[Work to complete] Your copy of the data should match it exactly, leaving out only the pictures.

━━━━━━

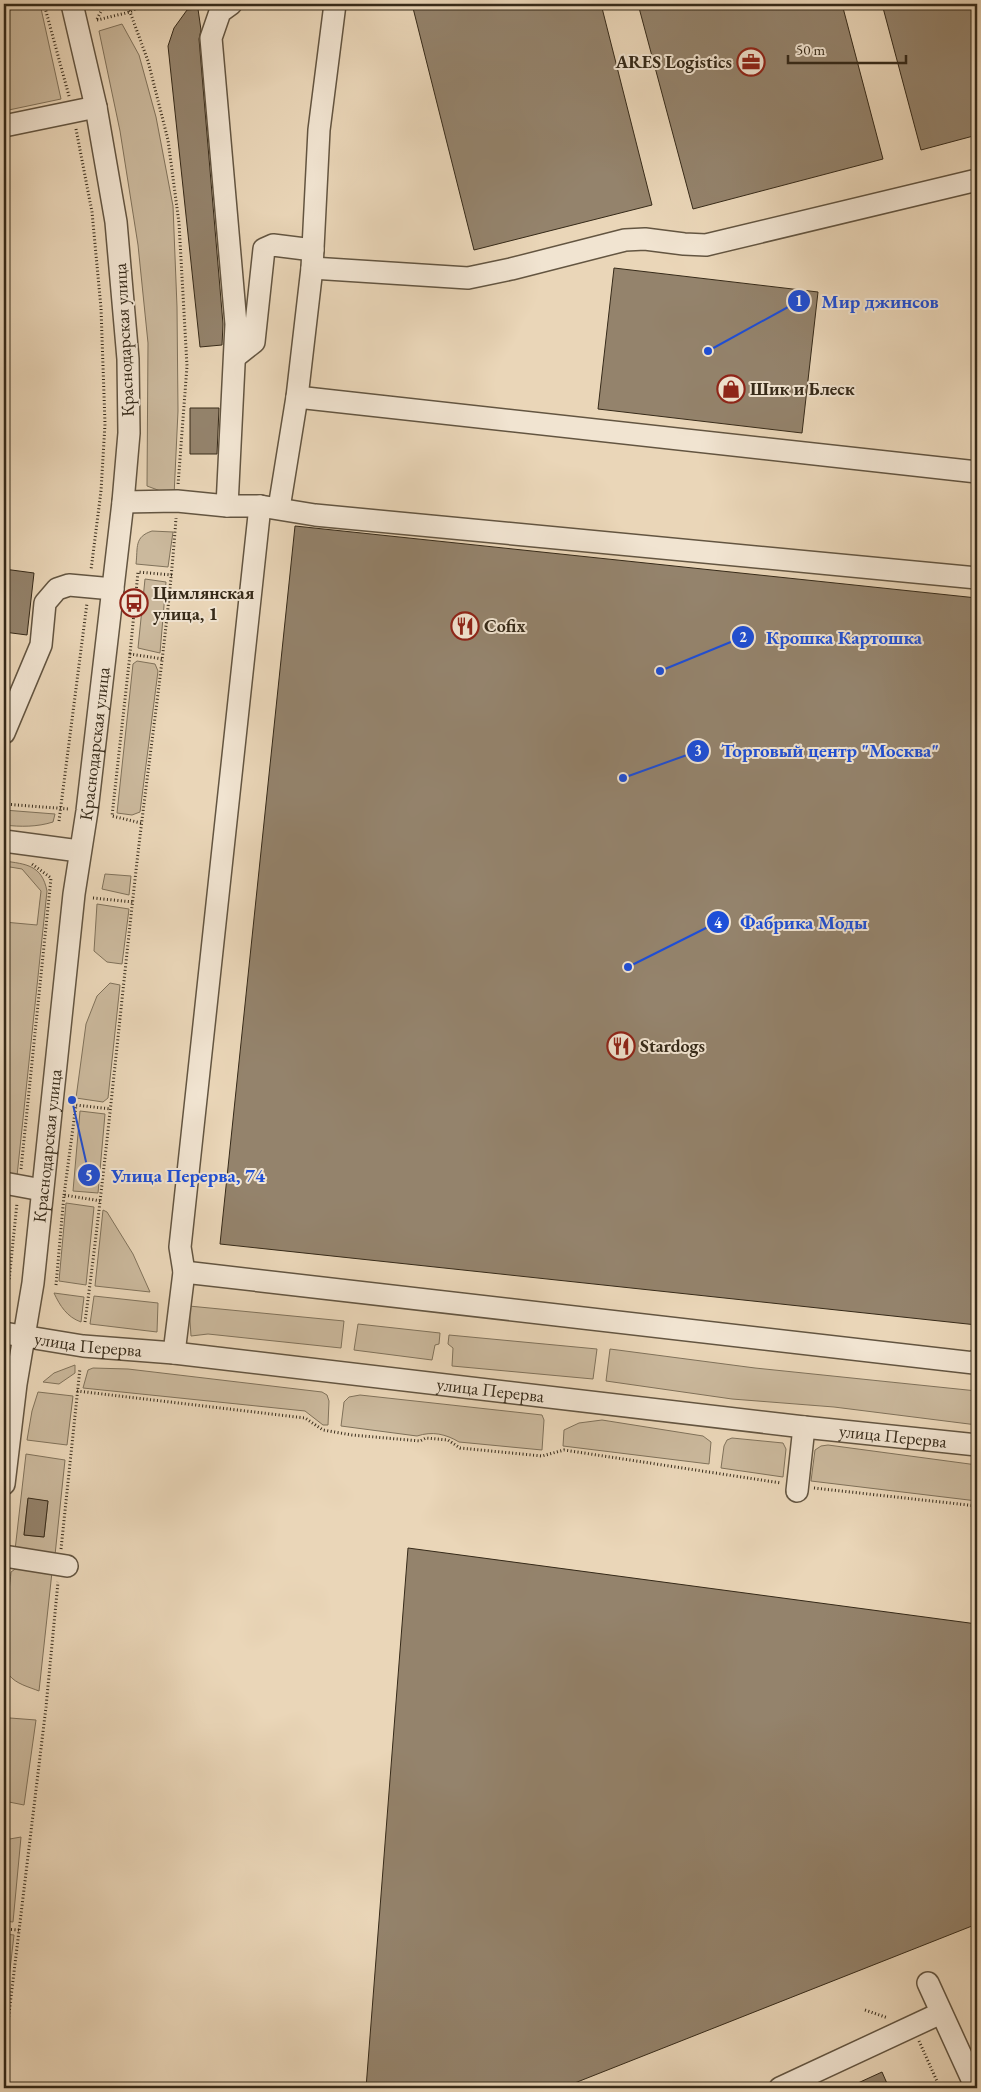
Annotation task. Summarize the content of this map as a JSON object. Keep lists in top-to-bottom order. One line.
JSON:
{"streets":{"street":["Краснодарская улица","улица Перерва"]},"crossings":[["Краснодарская улица","улица Перерва"]],"places":{"office":["ARES Logistics"],"other":["Мир джинсов","Крошка Картошка","Торговый центр \"Москва\"","Фабрика Моды","Улица Перерва, 74"],"shop":["Шик и Блеск"],"bus stop":["Цимлянская улица, 1"],"restaurant":["Cofix","Stardogs"]},"scale_bar":"50 m"}
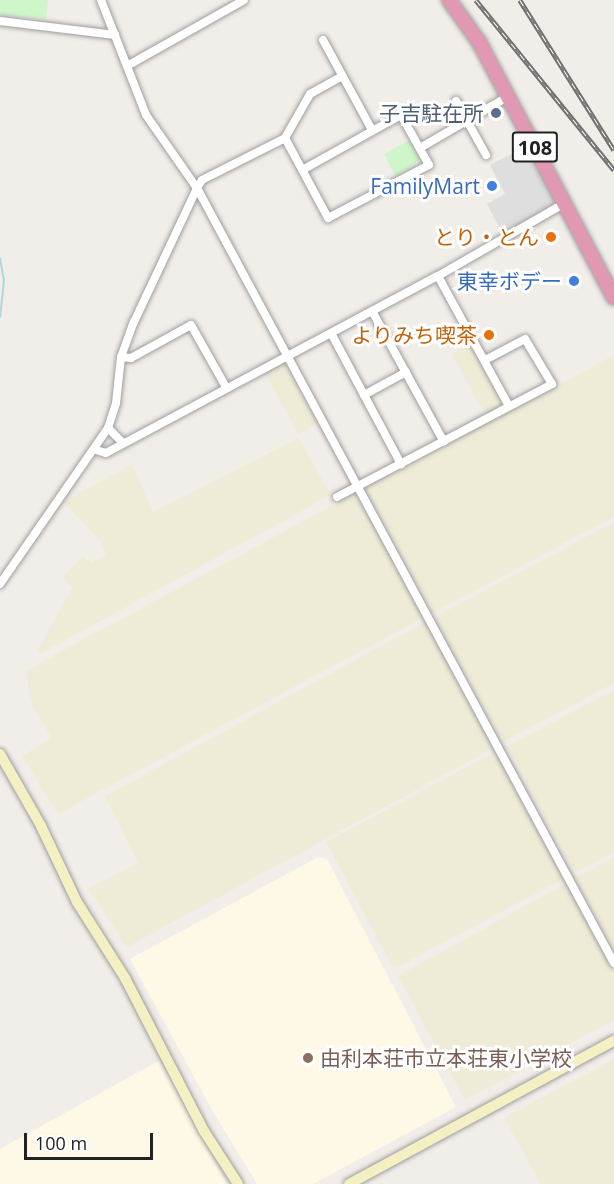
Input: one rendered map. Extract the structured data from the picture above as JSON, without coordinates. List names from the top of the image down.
{
  "streets": {
    "highway": ["108"]
  },
  "places": [
    "子吉駐在所",
    "FamilyMart",
    "とり・とん",
    "東幸ボデー",
    "よりみち喫茶",
    "由利本荘市立本荘東小学校"
  ],
  "scale_bar": "100 m"
}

━━━━━━

[Solution to this task]
Annotation task. Summarize the content of this map as a JSON object. Keep lists in top-to-bottom order. One line.
JSON:
{"streets":{"street":["Краснодарская улица","улица Перерва"]},"crossings":[["Краснодарская улица","улица Перерва"]],"places":{"office":["ARES Logistics"],"other":["Мир джинсов","Крошка Картошка","Торговый центр \"Москва\"","Фабрика Моды","Улица Перерва, 74"],"shop":["Шик и Блеск"],"bus stop":["Цимлянская улица, 1"],"restaurant":["Cofix","Stardogs"]},"scale_bar":"50 m"}
Input: one rendered map. Extract the structured data from the picture above as JSON, without coordinates. List names from the top of the image down.
{
  "streets": {
    "highway": ["108"]
  },
  "places": [
    "子吉駐在所",
    "FamilyMart",
    "とり・とん",
    "東幸ボデー",
    "よりみち喫茶",
    "由利本荘市立本荘東小学校"
  ],
  "scale_bar": "100 m"
}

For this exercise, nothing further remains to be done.